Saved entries
= = = = = = =

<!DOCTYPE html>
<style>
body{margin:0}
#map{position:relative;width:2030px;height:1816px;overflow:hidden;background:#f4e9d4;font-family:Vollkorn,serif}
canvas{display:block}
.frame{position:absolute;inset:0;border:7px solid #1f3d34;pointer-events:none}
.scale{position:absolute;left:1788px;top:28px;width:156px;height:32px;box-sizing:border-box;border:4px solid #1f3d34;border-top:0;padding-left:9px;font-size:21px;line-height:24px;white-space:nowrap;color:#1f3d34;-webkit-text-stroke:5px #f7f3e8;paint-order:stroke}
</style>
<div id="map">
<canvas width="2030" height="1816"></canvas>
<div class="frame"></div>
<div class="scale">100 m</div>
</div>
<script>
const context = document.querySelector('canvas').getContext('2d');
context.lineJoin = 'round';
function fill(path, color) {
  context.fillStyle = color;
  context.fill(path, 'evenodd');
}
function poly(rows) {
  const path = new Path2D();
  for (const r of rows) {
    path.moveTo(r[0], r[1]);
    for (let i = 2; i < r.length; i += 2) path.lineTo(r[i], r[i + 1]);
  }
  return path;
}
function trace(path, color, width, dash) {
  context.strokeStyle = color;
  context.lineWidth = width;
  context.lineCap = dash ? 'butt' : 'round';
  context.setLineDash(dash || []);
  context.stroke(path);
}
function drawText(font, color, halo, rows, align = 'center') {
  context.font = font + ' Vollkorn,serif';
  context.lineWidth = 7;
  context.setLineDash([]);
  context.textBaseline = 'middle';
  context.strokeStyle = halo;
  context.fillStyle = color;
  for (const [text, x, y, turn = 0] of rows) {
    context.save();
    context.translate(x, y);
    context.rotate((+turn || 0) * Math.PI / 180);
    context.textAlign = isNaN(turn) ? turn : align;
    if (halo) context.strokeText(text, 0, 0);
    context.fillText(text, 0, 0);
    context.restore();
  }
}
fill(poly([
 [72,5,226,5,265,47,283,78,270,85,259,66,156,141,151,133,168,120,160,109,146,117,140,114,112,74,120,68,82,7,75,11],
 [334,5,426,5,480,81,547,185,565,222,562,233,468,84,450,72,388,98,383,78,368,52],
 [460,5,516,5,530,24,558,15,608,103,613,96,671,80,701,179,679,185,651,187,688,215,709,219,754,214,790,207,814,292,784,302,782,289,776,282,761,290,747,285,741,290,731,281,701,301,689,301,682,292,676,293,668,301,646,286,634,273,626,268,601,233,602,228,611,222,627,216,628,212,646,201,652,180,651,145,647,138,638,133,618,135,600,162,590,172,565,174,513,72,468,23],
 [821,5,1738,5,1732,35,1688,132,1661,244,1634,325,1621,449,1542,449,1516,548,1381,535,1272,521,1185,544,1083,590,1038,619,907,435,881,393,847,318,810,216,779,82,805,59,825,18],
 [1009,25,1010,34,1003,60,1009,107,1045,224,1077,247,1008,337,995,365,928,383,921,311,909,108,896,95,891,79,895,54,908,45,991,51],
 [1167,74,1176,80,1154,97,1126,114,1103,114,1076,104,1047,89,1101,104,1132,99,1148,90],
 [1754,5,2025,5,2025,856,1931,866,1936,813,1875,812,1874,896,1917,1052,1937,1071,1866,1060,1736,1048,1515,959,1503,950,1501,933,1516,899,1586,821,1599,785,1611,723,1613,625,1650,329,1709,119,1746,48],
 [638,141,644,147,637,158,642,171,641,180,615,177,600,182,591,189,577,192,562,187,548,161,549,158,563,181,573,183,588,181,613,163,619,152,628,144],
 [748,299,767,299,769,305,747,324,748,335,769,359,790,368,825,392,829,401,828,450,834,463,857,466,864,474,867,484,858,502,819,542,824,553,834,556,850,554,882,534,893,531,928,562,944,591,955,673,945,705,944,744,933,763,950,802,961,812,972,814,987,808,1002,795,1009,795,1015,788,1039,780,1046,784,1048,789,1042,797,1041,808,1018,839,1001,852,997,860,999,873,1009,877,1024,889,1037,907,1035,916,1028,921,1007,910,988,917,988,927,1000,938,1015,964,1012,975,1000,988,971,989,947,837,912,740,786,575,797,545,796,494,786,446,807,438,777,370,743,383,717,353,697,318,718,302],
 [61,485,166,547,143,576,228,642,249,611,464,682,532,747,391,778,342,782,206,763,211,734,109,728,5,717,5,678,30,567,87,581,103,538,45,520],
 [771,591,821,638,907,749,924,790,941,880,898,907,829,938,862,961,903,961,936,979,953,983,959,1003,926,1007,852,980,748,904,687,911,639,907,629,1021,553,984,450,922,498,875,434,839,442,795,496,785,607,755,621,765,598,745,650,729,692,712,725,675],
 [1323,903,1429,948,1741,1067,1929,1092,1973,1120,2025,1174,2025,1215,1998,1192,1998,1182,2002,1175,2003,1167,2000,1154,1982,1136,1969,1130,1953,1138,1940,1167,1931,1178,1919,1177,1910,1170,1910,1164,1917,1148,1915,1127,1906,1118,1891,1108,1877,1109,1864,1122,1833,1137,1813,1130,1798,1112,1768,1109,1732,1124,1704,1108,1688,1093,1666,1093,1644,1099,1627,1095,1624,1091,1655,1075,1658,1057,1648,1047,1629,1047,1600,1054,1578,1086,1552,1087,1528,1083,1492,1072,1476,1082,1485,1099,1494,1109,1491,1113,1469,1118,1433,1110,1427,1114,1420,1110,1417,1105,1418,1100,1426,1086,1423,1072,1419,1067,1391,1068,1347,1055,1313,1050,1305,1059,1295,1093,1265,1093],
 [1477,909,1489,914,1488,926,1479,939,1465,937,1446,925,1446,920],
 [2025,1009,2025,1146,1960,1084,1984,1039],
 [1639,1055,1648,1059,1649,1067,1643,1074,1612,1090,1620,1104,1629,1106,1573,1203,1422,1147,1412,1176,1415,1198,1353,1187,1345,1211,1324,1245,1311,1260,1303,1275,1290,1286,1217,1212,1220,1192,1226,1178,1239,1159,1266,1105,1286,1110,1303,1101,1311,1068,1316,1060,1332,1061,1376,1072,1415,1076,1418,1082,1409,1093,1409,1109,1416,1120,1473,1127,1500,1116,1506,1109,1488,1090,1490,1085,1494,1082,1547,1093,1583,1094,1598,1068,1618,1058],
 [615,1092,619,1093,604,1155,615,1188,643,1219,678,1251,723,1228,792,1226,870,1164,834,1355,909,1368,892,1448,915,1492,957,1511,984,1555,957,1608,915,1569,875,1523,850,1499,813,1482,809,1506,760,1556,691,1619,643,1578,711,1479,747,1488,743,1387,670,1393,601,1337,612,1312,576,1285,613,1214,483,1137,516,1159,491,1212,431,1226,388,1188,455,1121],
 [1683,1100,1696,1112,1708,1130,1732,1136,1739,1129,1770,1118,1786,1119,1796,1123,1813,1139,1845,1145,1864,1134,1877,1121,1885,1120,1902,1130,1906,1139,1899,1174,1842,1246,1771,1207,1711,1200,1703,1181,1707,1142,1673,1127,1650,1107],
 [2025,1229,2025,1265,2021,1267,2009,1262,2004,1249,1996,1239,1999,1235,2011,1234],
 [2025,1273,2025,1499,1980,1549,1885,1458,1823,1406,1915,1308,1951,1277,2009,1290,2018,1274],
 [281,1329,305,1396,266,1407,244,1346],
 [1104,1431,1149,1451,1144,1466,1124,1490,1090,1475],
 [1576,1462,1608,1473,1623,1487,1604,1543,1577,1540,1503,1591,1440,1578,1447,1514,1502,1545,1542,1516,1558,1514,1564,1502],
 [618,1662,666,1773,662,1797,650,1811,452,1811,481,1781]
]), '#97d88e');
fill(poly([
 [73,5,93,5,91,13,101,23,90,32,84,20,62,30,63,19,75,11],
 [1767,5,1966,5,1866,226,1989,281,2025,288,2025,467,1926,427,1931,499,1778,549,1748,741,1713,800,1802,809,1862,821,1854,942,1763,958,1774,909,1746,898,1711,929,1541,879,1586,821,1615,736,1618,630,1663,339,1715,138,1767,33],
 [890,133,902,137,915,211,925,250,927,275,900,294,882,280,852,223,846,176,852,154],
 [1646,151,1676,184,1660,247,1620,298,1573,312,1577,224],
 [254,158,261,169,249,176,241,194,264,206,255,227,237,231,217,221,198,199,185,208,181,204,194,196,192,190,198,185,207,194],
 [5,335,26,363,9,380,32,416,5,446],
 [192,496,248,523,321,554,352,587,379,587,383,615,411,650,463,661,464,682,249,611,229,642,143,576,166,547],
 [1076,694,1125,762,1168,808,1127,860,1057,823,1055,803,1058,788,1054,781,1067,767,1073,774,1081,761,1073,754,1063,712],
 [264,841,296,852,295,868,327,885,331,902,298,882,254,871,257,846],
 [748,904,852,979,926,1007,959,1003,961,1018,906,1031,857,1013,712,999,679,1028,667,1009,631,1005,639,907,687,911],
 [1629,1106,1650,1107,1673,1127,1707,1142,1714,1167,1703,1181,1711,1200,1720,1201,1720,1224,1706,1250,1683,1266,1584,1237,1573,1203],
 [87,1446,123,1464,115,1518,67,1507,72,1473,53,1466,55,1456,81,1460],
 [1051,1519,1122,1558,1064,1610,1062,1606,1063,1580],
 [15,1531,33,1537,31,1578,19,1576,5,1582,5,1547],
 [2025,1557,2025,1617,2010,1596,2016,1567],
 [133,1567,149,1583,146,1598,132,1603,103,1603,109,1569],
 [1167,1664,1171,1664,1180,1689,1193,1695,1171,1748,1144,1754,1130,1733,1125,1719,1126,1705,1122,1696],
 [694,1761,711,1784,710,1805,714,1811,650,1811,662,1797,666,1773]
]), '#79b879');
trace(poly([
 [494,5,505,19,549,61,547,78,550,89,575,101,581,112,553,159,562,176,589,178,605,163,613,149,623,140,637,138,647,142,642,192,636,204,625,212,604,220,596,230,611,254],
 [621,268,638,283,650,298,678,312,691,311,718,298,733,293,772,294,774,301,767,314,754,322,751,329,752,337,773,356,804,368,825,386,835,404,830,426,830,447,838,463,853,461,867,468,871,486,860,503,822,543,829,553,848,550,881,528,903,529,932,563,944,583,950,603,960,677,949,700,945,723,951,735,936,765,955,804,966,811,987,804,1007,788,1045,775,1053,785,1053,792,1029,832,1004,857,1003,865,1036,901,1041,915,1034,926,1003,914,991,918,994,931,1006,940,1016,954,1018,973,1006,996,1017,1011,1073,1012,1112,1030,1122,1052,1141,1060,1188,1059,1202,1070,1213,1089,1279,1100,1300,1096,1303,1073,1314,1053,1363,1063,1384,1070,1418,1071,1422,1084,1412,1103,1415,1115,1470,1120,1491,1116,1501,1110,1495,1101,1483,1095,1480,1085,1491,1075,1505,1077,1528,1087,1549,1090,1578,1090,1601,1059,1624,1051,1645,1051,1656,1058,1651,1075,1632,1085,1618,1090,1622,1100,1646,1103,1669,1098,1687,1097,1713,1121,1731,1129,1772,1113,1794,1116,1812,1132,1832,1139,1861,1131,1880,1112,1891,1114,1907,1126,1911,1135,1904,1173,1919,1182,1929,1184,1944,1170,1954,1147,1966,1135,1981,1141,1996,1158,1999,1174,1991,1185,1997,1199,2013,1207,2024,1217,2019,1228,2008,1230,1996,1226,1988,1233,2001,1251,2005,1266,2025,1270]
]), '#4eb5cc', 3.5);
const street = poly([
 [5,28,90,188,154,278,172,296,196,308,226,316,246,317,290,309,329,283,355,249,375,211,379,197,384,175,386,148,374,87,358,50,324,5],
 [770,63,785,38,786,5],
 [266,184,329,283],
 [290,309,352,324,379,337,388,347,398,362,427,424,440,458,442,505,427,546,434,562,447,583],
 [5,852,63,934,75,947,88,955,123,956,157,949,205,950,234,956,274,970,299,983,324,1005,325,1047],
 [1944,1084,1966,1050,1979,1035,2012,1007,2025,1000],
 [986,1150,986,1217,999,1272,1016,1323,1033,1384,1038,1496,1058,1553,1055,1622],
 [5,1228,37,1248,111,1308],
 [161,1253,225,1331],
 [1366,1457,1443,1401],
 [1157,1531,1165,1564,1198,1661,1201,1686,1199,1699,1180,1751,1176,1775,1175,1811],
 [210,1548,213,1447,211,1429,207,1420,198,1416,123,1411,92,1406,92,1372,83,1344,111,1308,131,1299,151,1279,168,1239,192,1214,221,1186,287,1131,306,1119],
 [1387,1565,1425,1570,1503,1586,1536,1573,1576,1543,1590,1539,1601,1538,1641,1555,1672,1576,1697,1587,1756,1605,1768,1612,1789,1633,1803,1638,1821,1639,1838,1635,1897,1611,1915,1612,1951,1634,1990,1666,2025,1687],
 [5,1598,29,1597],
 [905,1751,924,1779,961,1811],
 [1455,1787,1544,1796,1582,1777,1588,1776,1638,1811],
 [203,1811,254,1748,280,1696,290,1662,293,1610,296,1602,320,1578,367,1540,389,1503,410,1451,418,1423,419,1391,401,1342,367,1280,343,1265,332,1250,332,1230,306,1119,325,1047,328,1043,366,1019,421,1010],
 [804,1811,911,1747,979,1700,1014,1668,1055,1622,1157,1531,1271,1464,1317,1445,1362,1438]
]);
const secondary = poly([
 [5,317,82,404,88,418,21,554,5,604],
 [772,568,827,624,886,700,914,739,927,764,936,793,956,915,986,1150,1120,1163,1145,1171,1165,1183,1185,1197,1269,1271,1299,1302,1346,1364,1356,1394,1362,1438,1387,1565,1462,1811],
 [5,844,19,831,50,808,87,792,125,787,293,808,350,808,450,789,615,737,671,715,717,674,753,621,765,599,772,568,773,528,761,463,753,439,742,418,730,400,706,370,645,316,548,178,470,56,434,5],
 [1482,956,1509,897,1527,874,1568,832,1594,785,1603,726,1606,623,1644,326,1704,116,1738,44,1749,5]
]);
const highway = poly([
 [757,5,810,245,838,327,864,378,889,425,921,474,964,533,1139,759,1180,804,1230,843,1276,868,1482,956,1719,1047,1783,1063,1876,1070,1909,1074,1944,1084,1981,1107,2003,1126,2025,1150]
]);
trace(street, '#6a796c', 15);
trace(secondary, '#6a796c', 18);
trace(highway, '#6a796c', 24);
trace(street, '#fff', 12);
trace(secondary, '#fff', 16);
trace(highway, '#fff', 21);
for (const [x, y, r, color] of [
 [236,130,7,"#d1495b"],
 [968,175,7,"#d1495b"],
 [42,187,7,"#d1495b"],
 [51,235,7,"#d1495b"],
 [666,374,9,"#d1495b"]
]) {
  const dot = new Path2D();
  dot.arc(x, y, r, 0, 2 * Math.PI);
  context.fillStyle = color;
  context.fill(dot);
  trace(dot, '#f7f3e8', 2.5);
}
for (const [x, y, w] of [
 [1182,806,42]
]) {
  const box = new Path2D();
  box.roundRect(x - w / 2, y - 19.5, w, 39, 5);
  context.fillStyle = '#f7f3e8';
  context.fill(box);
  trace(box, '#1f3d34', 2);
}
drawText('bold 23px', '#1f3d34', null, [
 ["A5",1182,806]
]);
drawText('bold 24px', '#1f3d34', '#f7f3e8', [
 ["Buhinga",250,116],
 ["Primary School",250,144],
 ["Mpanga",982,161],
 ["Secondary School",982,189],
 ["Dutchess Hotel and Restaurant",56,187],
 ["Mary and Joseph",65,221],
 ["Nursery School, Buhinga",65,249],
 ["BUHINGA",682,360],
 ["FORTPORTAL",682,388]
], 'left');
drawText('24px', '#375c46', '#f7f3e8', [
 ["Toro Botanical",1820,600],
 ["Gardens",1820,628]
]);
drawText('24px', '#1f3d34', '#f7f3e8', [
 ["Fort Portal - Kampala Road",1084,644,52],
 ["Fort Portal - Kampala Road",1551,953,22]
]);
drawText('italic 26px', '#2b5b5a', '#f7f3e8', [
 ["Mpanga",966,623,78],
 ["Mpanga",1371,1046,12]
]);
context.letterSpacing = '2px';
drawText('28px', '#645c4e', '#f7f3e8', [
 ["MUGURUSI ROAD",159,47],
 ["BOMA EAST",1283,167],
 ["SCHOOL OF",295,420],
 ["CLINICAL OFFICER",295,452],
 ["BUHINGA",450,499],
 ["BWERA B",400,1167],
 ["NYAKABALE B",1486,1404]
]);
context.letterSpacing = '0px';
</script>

= = = = = = =

EXERCISE PROMPT >>
Reproduce exactly, please, only the lines from the start of the data above to the line that contains "path.moveTo(r[0], r[1]);", with both ends kept.

OUTPUT >>
<!DOCTYPE html>
<style>
body{margin:0}
#map{position:relative;width:2030px;height:1816px;overflow:hidden;background:#f4e9d4;font-family:Vollkorn,serif}
canvas{display:block}
.frame{position:absolute;inset:0;border:7px solid #1f3d34;pointer-events:none}
.scale{position:absolute;left:1788px;top:28px;width:156px;height:32px;box-sizing:border-box;border:4px solid #1f3d34;border-top:0;padding-left:9px;font-size:21px;line-height:24px;white-space:nowrap;color:#1f3d34;-webkit-text-stroke:5px #f7f3e8;paint-order:stroke}
</style>
<div id="map">
<canvas width="2030" height="1816"></canvas>
<div class="frame"></div>
<div class="scale">100 m</div>
</div>
<script>
const context = document.querySelector('canvas').getContext('2d');
context.lineJoin = 'round';
function fill(path, color) {
  context.fillStyle = color;
  context.fill(path, 'evenodd');
}
function poly(rows) {
  const path = new Path2D();
  for (const r of rows) {
    path.moveTo(r[0], r[1]);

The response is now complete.